There was a predictable barrage of columns and blogs this February after John Amaechi’s revelation that he had spent five years playing in the NBA as a gay man. And even more followed Tim Hardaway’s outburst that “I don’t like gay people and I don’t like to be around them… It shouldn’t be in the world or the United States.” Every conceivable opinion emerged in all its ‘must comment on the controversy’ furor, the vast majority being the predictable ‘John Amaechi can do what he likes as long as he doesn’t ram it down my throat’ variety. This is the world of sports writing, folks.

John Amaechi

However, the one column that stood out from the bunch was espn.com’s “Page 2” column by LZ Granderson, America’s leading openly gay sportswriter. Surely he’d be able to see all the complex forces at work here.

Well. Kind of.

The crux of Granderson’s argument was ‘so what?’ Another low profile athlete comes out after his playing career is over. The issue, in Granderson’s words, is “When will somebody simply man up? That is, come out while he is still playing and finally demystify this whole gay athlete thing once and for all.”

He makes a fair case, too. Continuing, “An athlete in 2007 who stays in the closet during his playing days does more to support homophobia in sports than coming out after retirement does to combat it…what I am suggesting is that by not living the truth you are supporting the lie. The lie that gay men are inherently weaker than straight men…It’s about whether a gay athlete can perform on the field or on the court at the same level of excellence and intensity as a straight athlete. I’ve talked to a lot of athletes over the years about having a gay teammate, and their top objection is they believe a gay dude won’t be able to pull his own weight.”

What Granderson failed to do, in that time honored tradition of American sports writers, is recognize that professional team sport does exist outside the 50 states (and four or five provinces). And that the rest of the sporting world, presumably to Hardaway’s chagrin, has gay people, too.

Justin Fashanu was one of England’s most promising young footballers in the early ’80s. In ’80, he was handed the accolade of BBC Goal of The Season for his famous twisting volley from 30 yards out against Liverpool. The next season he was traded to Nottingham Forest for £1million (a massive sum at the time), becoming Britain’s first black million pound player in the process. It was there that the ‘legendary’ Forest manager, Brian Clough, picked up on Fashanu’s as yet undisclosed sexuality, instantly labeling his potential star player “a bloody poof”.

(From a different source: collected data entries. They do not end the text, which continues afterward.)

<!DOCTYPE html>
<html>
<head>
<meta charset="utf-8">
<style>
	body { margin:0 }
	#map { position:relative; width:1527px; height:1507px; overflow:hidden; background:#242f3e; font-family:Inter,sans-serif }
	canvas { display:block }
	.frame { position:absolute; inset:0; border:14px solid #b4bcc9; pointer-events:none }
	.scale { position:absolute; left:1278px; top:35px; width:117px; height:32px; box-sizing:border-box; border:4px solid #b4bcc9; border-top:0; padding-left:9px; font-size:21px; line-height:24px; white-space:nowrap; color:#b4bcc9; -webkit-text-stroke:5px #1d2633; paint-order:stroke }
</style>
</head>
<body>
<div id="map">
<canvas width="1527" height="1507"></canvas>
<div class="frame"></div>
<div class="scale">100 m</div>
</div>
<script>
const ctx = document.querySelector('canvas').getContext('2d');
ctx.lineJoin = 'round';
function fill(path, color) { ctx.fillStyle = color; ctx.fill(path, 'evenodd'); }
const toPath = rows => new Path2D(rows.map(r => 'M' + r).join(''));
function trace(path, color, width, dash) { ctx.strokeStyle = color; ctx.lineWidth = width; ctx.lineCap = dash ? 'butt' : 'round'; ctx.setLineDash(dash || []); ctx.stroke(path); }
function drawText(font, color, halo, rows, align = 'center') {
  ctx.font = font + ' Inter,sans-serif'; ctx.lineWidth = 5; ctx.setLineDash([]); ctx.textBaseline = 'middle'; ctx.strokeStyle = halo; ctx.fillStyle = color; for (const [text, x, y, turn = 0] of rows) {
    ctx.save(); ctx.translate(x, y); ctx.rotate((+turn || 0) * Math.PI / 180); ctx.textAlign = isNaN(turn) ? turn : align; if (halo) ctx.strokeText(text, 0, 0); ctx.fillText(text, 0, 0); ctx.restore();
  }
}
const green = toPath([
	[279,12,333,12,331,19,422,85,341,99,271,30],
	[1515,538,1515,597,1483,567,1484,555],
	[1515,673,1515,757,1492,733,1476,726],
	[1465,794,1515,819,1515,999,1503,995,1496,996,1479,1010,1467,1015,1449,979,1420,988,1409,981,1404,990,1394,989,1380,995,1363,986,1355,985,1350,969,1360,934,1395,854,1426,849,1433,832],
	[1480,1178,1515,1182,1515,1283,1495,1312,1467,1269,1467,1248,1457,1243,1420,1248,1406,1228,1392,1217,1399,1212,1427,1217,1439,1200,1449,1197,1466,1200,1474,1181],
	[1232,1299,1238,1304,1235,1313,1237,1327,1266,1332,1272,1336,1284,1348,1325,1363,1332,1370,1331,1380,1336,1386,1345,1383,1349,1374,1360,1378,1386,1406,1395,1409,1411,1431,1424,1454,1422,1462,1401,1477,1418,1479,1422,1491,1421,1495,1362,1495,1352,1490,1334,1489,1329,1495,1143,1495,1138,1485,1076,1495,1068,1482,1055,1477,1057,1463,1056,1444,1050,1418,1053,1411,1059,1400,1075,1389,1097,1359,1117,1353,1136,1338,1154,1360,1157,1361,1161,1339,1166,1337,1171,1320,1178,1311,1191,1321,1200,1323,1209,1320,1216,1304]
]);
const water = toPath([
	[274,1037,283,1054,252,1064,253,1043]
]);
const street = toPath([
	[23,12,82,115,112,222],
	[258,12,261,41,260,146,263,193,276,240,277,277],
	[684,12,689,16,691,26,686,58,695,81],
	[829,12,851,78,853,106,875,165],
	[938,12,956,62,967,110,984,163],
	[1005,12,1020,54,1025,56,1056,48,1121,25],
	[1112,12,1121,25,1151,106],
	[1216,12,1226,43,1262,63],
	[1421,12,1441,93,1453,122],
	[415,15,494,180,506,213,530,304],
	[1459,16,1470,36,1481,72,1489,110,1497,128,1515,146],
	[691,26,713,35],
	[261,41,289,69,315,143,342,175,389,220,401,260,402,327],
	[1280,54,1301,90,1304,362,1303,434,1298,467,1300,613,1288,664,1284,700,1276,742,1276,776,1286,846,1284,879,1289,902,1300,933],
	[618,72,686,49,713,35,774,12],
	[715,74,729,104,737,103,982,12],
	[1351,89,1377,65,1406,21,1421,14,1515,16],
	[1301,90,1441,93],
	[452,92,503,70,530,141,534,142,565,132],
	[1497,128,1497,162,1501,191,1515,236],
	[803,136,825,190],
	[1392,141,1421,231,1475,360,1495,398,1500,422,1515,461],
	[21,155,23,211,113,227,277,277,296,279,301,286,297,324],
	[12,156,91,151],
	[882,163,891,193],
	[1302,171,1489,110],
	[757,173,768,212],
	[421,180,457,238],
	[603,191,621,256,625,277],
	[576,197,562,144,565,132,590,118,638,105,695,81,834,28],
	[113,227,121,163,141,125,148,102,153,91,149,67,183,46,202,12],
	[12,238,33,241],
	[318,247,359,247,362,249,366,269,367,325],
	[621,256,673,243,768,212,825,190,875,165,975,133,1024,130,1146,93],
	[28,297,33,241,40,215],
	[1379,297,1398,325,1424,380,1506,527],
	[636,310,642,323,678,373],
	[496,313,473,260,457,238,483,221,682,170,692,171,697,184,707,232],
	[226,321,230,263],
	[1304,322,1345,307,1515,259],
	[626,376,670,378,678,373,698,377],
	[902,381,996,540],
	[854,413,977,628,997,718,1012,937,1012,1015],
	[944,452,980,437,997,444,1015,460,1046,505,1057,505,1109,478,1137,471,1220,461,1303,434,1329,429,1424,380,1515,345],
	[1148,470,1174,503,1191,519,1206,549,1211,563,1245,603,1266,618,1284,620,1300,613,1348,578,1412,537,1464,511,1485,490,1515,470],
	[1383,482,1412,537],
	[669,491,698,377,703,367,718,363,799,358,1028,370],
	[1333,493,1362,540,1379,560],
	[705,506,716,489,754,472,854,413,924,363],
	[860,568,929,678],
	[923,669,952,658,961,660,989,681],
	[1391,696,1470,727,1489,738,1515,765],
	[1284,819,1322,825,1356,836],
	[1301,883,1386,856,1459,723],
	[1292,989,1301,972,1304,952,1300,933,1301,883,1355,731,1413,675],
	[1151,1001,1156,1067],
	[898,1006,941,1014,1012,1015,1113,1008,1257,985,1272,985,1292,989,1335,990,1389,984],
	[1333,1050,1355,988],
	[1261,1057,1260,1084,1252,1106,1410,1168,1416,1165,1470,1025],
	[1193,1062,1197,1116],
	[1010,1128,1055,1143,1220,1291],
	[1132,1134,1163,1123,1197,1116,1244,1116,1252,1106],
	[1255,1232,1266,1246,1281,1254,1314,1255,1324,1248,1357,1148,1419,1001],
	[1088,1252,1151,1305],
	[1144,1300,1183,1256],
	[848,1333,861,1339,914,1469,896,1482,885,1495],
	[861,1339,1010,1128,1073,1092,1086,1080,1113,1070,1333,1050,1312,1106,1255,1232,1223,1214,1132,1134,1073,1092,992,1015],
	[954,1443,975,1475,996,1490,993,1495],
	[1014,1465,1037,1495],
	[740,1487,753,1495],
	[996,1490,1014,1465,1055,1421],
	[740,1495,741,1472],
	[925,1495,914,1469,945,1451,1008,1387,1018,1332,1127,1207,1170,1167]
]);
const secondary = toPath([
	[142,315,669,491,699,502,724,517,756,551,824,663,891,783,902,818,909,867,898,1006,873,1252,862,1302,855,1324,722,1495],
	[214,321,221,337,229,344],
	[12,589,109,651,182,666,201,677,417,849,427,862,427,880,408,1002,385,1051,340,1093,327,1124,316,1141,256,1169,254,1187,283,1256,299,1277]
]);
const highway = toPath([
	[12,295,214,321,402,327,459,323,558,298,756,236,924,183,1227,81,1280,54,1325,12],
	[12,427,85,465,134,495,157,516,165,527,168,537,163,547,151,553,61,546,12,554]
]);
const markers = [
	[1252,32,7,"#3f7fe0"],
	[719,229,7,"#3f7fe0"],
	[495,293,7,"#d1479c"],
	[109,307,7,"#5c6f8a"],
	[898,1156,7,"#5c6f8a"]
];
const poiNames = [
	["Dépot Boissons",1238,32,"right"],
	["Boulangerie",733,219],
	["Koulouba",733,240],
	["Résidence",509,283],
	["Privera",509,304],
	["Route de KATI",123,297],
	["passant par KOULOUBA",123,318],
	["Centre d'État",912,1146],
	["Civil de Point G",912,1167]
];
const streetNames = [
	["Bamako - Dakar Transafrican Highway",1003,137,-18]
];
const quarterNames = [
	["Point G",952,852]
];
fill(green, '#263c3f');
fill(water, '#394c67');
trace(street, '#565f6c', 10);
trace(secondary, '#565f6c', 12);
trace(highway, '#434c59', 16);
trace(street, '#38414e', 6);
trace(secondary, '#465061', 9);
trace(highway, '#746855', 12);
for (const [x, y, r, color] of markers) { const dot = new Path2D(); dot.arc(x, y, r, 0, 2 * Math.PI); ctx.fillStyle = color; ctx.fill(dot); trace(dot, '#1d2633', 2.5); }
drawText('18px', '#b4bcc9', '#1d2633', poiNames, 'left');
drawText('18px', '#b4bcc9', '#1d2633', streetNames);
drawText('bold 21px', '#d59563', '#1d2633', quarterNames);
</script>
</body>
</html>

Struggling to come to terms with his sexuality, Fashanu turned to born-again Christianity for a solution. Celibacy and spirituality didn’t help him feel or play better. Off the field his behavior became erratic and on the field, he struggled to pin down a regular team place. Or even a regular team, spending the best part of a decade bouncing from Nottingham Forest to Southampton to Notts County to Brighton, stopping off in Los Angeles and Edmonton, back to Manchester City to West Ham to Leyton Orient to Newcastle. In ’90 he came out to the press, becoming the first footballer – the first team sport player of any kind – to do so in Britain. The British black press went backwards in coming forwards with criticism, and he was publicly disowned by his (eventually more successful) football player brother, John.

By 1991 Justin was toiling away in the Devon football backwater of Torquay United, three leagues below the promised land of the Premiership. I saw him play, when The Gulls, as they’re known to their small band of supporters, visited my local team, Barnet FC. The crowd that day was ugly; facially and metaphorically. Normally a docile bunch (in the dozens of games I witnessed I had never once heard a racist remark), but here, the abuse rained down with frightening vehemence. “Why don’t you get AIDS and die!” someone yelled. He wasn’t alone. Fashanu pretended the insults bounced off, holding his butt cheeks doing warm ups, confronting the crowd with their own stereotypes.

I’d like to write that he “manned up” and the abuse bounced off him, but it would be a lie. It would take an incredible human being to not be devastated by the hatred Fashanu experienced. The very fact that a one-time million pound player was toiling away anonymously in a meaningless Division Three fixture would indicate Fashanu wasn’t quite thick-skinned enough. After five more years of drifting around the globe via continual trades, he called time on his playing career, and became coach of the Maryland Mania.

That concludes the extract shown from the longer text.